Getting Data In

Forwarding mirror copies of logs to multiple indexer groups [Splunk UF]- Why are the logs not being received properly?

ahmadgul21
Explorer

Hi There,

I have a universal forwarder that is installed on a Syslog Server and is reading all the logs received on the Syslog Server and forwarding them onwards to a single indexer. 

Network Devices --> Syslog Server (UF Deployed) --> Single x Indexer 

However, now I want to configure the UF to forward the mirror copies of some specific log paths to another indexer group as well.

Network Devices --> Syslog Server (UF Deployed) --> (all log sources) Single x Indexer 
                                                                                                       --> (some log sources) Multiple x Indexers

This has been configured by configuring two output groups in outputs.conf and then in the monitor stanza's adding the _TCP_ROUTING to specify which log paths to forward to both indexer groups. 

 

 

# outputs.conf
# BASE SETTINGS

[tcpout]
defaultGroup = groupA
forceTimebasedAutoLB = true
maxQueueSize = 7MB
useACK = true
forwardedindex.2.whitelist = (_audit|_introspection|_internal)

[tcpout:groupA]
server = x.x.x.x:9999
sslVersions = TLS1.2

[tcpout:groupB]
server = x.x.x.x:9997, x.x.x.x:9997, x.x.x.x:9997, x.x.x.x:9997

 

 

 

#inputs.conf
[monitor:///logs/x_x/.../*.log]
disabled = false
index = x
sourcetype = x
_TCP_ROUTING = groupA, groupB
ignoreOlderThan = 2h

 

 

The issue is that the logs are not being received properly in the groupB (Multiple Indexers).

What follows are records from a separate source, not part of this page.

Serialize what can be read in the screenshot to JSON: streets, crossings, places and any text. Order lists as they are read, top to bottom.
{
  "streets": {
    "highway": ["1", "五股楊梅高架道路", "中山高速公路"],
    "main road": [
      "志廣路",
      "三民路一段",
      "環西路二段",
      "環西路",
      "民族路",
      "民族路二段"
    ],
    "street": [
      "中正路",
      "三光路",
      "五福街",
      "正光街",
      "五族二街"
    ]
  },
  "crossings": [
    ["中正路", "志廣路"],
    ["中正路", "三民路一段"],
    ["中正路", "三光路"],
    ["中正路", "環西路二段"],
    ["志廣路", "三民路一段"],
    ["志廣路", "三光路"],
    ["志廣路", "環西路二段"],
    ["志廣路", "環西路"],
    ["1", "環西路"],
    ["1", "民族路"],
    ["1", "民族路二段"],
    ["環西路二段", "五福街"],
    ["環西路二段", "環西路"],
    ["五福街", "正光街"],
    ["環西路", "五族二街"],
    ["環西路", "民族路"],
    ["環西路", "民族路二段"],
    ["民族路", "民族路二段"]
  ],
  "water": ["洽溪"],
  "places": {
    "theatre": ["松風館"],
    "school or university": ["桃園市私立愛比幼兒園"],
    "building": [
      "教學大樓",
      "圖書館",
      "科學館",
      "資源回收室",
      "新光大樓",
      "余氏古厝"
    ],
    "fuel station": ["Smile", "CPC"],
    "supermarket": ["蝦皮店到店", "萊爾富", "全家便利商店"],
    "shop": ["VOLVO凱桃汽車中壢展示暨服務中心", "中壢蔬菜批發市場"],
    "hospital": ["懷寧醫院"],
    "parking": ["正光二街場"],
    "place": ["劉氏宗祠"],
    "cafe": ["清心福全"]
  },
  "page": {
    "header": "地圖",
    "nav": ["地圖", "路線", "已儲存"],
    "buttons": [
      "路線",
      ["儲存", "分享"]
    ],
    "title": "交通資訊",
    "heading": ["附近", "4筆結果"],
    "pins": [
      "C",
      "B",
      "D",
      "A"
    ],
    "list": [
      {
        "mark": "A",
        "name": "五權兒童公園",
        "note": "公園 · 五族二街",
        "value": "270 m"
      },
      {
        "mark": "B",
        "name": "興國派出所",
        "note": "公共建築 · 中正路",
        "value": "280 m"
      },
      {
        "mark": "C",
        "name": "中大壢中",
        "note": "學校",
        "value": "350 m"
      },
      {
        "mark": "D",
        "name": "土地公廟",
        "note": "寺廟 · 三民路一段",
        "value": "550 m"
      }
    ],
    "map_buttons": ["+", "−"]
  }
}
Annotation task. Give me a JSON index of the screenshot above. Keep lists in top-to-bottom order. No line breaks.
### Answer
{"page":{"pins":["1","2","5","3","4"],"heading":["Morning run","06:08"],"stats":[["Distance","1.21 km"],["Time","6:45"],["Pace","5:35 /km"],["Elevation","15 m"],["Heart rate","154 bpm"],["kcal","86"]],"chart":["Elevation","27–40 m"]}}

Is there any misconfiguration I've made in the above or is there any way to check what the issue can be?

Kind regards

Labels (2)
0 Karma

gcusello
Esteemed Legend

Hi @ahmadgul21,

yes, it's possible, but indexing twice your logs, you also pay twice the license!

Anyway, see at https://docs.splunk.com/Documentation/Splunk/latest/Forwarding/Routeandfilterdatad#Filter_and_route_... to understand how to do this.

Ciao.

Giuseppe

0 Karma

ahmadgul21
Explorer

Hi @gcusello ,

I've configured it as per the article you mentioned but I've used just the outputs.conf and inputs.conf because the article mentions the props.conf and transforms.conf method for heavy forwarders.

Since I have a UF that's why I've just defined the group in outputs.conf and then the specific monitor stanza has been updated with _TCP_ROUTING to forward to both groups. Is this the correct approach?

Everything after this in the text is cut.